Băile Herculane - A collection of hotels and baths that once made up an Austro-Hungarian thermal waters resort is being destroyed under the harsh weather of its surrounding mountains.
Erected between 1810 and 1906, following, in part, the plans of some illustrious architects of the former Empire, the buildings have been merely abandoned, in the last decades. Although they transitioned various ownerships, one thing stayed the same: the lack of investments and the lack of regard for their cultural value.

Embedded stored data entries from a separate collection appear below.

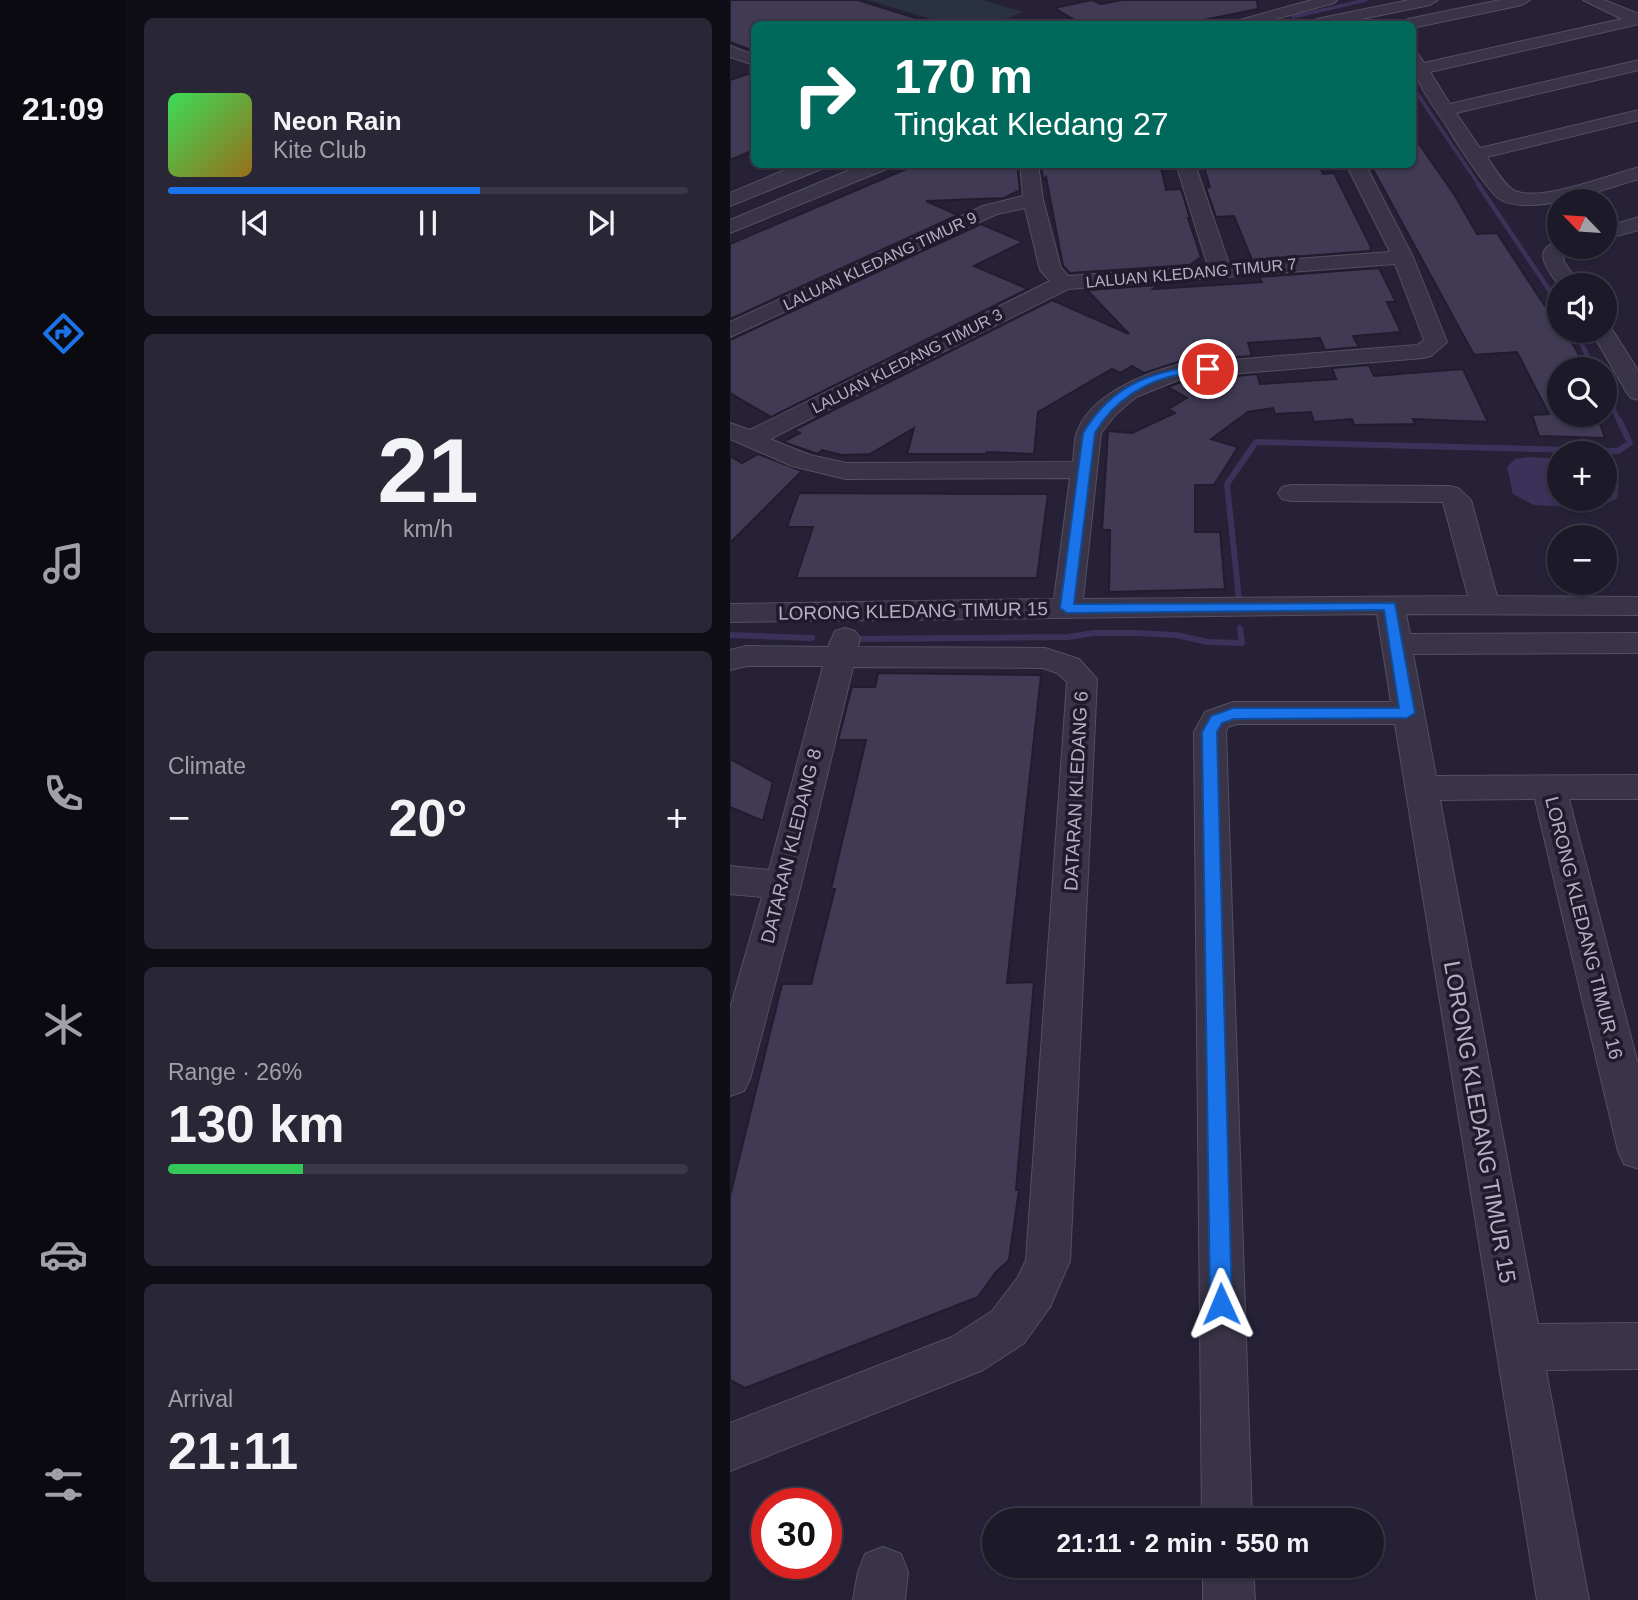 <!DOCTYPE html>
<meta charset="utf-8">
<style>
:root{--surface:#1c1929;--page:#292635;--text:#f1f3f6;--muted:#a0a0a8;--line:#3a3846;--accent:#1a73e8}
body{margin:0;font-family:Arial,sans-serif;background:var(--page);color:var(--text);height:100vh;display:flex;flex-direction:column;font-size:26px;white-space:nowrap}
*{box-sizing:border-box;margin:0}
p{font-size:23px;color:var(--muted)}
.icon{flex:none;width:38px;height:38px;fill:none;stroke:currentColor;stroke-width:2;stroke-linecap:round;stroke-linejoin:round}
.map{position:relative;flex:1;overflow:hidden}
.sheet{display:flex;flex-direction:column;gap:18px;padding:18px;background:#0f0e17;width:604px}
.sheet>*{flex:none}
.hud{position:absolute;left:21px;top:21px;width:665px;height:147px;border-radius:10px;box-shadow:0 2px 5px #0004,0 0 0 2px var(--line);background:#00695c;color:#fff;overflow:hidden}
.needle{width:46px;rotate:295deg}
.controls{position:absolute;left:817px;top:189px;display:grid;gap:14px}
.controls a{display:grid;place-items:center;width:70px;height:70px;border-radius:50%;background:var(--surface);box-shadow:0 2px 5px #0004,0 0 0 2px var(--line);font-size:35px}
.speed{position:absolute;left:21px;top:1488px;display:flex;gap:14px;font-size:35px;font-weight:700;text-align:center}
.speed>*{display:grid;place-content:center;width:91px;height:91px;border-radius:50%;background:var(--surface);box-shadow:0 2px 5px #0004,0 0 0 2px var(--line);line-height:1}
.speed .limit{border:10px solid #d22;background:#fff;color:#111}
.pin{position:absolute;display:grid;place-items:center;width:60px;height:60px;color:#fff;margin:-30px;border:4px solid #fff;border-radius:50%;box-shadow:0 2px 7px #0007}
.me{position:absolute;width:77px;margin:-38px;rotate:359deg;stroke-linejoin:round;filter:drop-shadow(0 0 5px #0008)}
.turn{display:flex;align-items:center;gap:24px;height:147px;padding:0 28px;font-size:32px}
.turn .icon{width:91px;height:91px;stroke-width:2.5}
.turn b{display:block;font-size:49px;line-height:60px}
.big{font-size:52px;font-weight:600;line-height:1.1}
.sheet .tile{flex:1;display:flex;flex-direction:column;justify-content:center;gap:10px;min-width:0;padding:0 24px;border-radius:10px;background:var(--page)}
.sheet .dial{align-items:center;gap:0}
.dial b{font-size:91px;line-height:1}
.song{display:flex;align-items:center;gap:21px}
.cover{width:84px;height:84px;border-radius:10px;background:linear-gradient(135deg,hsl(130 70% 55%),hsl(40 70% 35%))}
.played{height:7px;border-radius:4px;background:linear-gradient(90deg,var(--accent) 60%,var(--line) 60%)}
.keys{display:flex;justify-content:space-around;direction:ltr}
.heat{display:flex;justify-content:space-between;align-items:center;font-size:38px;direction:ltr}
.charge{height:10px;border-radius:5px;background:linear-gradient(90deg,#34c759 26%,var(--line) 0)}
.trip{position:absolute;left:252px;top:1508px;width:402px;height:70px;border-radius:35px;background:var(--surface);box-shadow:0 2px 5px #0004,0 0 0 2px var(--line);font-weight:600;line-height:70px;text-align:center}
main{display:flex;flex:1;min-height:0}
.tab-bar{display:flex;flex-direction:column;width:126px;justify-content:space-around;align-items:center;background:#0b0a10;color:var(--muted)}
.tab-bar .icon{width:49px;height:49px}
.tab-bar .current{color:var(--accent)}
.tab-bar b{font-size:32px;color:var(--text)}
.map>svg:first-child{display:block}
</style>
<main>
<nav class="tab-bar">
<b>21:09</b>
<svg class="icon current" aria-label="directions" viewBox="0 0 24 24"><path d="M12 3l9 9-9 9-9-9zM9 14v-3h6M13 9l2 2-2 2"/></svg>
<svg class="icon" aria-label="music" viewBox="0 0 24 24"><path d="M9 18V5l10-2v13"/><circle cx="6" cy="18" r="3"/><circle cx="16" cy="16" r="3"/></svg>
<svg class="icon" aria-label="phone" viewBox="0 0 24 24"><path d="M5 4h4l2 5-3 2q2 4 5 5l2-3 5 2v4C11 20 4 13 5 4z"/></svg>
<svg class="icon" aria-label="climate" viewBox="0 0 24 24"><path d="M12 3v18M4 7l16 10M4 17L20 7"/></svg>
<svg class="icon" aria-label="car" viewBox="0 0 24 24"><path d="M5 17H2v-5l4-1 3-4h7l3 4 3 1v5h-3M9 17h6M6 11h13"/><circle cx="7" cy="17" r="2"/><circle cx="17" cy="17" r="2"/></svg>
<svg class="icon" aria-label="filters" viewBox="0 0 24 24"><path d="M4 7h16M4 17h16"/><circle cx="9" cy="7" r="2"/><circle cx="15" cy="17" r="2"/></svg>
</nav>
<section class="sheet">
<div class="tile">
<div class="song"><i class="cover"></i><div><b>Neon Rain</b><p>Kite Club</p></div></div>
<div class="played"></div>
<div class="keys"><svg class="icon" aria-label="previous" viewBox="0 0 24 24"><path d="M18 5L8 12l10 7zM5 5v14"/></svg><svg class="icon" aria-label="pause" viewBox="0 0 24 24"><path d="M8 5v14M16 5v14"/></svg><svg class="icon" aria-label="next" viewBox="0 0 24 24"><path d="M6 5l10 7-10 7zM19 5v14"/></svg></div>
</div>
<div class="tile dial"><b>21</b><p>km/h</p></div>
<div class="tile"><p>Climate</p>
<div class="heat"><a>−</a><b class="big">20°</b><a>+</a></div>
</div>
<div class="tile"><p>Range · 26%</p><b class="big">130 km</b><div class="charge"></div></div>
<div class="tile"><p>Arrival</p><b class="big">21:11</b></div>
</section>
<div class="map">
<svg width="909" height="1600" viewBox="0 0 909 1600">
<rect width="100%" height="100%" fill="#262137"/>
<path fill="#2a3241" d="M138,0H252L293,12L263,24H219Z"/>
<g fill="#3c3159">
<path d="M798,457L829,459L830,499H849L852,508L804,505L783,494L777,467L785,459Z"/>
<path d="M875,467L889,483L887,498L872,506L858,507L855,499H875Z"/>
</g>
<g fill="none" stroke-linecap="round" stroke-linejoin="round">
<g stroke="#3c3159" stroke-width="3.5">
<path d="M563,17L636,0"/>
<path d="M636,18L641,24"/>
<path d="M682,86L749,185"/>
</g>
<g stroke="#3c3159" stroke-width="4.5">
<path d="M748,184L830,306"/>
<path d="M845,331L864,369"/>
<path d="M875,392L889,421"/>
</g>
<g stroke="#3c3159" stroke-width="6">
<path d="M509,599L497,484L526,442L888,451L900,443L889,420"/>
<path d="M0,635L82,638"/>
<path d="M125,639L338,637L364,633H405L446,635L478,642L512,643L510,628"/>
</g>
</g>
<g fill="#413a55" stroke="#211c2e" stroke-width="2">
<path d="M0,0H128L192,20L191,24H24V51L0,42Z"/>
<path d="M362,0L371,4L392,0H527L528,9L454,24H352L324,8Z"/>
<path d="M24,72V150L0,160V80Z"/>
<path d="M682,134L724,194L747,234L767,233L815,306L818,305L830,323V331H834L845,348L856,369H830V415H867L875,438L809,436L802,415L819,414L787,352L744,355L640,164H682Z"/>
<path d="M188,164H287L290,190L274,198L196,201L228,215L0,319V244Z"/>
<path d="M311,164H430L436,190L451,189L460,218H458L471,257L460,265L340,273L333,266L316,177L313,179Z"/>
<path d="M473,164H588L593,174L604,173L641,247L640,251L522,260L504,216L486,217L476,188L480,187Z"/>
<path d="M251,224L293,242L244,266L298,289L41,417L0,393V340Z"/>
<path d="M649,268L666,302H657L671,332L623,336L629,347L595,350L590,338L518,343L522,356L451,361L414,373L402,366L390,373L382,369L308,412L304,454L257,452L256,454H177L184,428L140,454L112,455L92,450L88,454L53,442L70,433L64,430L322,300L399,334L357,290L429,285L423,289L532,282L529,277Z"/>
<path d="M639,365L644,376L733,369L758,422L683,419L685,424L624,425L622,419L584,422L581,412L545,414L543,408L518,412L481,439L508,447L484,485H465V532H490L495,589L379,592L380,530H372L378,431L402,433L445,413L438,409L457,398L438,387L454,381L527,374L530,384L606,379L602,368Z"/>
<path d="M28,454L72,471L0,543V456L12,463Z"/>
<path d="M69,493L318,494L307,578H66L83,527H57Z"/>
<path d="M148,673L311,675L277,983L304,982L286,1190H289L279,1260L266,1272L248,1297L15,1388L0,1380V1196L52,984H81L105,889H101L136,740H108L122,687H145Z"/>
<path d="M0,759L43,782L33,821L0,807Z"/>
</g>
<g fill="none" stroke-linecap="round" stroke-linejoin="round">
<g stroke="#544f62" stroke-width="2">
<g id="minor">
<path d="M582,0H607L604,3L528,24H504L506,21Z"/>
<path d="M679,0H708L700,5L607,24H579L587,19Z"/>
<path d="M770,0H800L792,5L682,28V24H670L678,19Z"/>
<path d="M853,0H874L909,14V24L700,72L720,104L909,60V70L726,113L750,148L909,110V120L757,157C764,166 774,186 785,191C812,202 879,175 909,167V179C877,188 796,219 768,198C758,190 725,141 718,128C702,103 682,81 682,52L688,54L694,63L892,19Z"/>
<path d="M0,46L24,55V65L0,57Z"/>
<path d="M69,164H96L94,168L0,206V193Z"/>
<path d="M134,164H161L159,168L0,233V220Z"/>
<path d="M290,164H308L313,200L331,268L338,276L478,266L446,164H465L499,264L660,252L616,164H635L683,257L717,342L701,356L693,358L453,378L406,397L386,414L371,433L353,599L738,596L713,502L561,501L552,499L548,493L552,487L561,485L719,486L728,488L741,500L767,596L909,597V615L676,614L680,634L909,633V653L683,654L706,776L909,775V799H839L909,1068V1169L894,1164L888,1151L805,799L710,800L808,1324L909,1323V1369L816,1370L859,1600H807L665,724H507L498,727L496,732L522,1521H472L464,732L475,712L503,702H661L647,614L0,622V604L324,599L340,478L116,479L62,466L0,439V423L20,430L320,281L310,270L295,208L267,214L0,337V322L253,206L293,196ZM665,264L694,340L687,345L451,364C415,373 358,395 346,435C344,444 344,454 343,462L116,463L80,455L40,439L338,289Z"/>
<path d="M909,217V230L875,239V227Z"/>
<path d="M830,241V247H841L833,255L834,262L850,285L830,287C818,270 799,249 830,241Z"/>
<path d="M875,325L880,326L909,372V400L901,398L897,393L861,331H875Z"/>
<path d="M115,628L125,631L130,638L128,647L315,648L349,659L367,679L340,1261L320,1307L294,1343L253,1370L0,1471V1423L222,1337L262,1311L288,1277L296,1260L337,682L327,673L313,668L123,667L71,885L20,1079L14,1091L0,1096V1009L32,897L0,894V866L39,870L93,666H17L0,670V650L17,646L98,647L105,631Z"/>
<path d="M153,1547L171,1554L178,1572L175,1600H123L128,1572L135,1554Z"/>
<path d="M473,1566H523L525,1600H473Z"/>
</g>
</g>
<use href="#minor" fill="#393447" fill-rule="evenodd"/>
</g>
<path fill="#1a73e8" stroke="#114b97" stroke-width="2" d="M478,365L482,366V371C473,373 463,373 454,374C417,379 383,401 365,433L344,604L665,603L685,713L677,718L504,719L492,723L487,732L502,1304L498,1311L491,1314L483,1311L480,1304L472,732L481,716L503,708H669L654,610L337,613L330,608L353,433C382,384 423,370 478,365Z"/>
<g text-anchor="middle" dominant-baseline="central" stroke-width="7" stroke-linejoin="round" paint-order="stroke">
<g font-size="16" fill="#b5afc4" stroke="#1f1a2c">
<text transform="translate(150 261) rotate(-25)">LALUAN KLEDANG TIMUR 9</text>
<text transform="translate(461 273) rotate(-5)">LALUAN KLEDANG TIMUR 7</text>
<text transform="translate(177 361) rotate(-27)">LALUAN KLEDANG TIMUR 3</text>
</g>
<g font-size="19" fill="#b5afc4" stroke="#1f1a2c">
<text transform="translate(183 611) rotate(-1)">LORONG KLEDANG TIMUR 15</text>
<text transform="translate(346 791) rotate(-87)">DATARAN KLEDANG 6</text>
<text transform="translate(61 846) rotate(-76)">DATARAN KLEDANG 8</text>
<text transform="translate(854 928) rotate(76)">LORONG KLEDANG TIMUR 16</text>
</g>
<g font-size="23" fill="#b5afc4" stroke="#1f1a2c">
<text transform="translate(750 1122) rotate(80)">LORONG KLEDANG TIMUR 15</text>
</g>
</g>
</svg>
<div class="controls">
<a><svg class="needle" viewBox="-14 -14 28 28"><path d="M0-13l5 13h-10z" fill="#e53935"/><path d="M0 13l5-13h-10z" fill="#a0a0a8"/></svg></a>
<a><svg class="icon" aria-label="sound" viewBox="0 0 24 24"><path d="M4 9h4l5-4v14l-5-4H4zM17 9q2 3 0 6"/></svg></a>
<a><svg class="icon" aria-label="search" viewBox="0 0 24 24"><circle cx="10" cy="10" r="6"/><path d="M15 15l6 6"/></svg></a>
<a>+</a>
<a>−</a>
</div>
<div class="speed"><div class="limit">30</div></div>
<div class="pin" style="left:478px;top:369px;background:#d93025"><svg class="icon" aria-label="arrive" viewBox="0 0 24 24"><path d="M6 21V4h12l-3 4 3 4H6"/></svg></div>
<svg class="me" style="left:491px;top:1304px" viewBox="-20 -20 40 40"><path d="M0-17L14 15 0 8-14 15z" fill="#1a73e8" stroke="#fff" stroke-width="4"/></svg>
<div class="trip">21:11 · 2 min · 550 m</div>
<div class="hud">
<div class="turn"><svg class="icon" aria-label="right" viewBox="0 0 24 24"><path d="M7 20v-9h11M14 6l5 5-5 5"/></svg><div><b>170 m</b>Tingkat Kledang 27</div></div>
</div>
</div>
</main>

What aggravated their condition was their privatisation, signed twenty-two years ago, when they were sold to a company owned by a member of the political ruling party. Proving no interest in reviving these buildings – unanimously classified as historical monuments by the Romanian state – the new landlord kept them for a few years, then alienated them to all sorts of entrepreneurial figures. This large transfer of property is characterised as a sophisticated embezzlement scheme by the anti-organised crime Romanian prosecutors, who indicted everyone involved. Although an attempt to recover a prejudice incurred at the expense of the state, the unfolding trial, with its far reaching implications, draws these valuable buildings even deeper into decay.
As these cultural monuments are dramatically deteriorating, some similar ones, built by the same Austro-Hungarian administration on the current territory of Hungary, are fully functional and in a good state, with a few exceptions.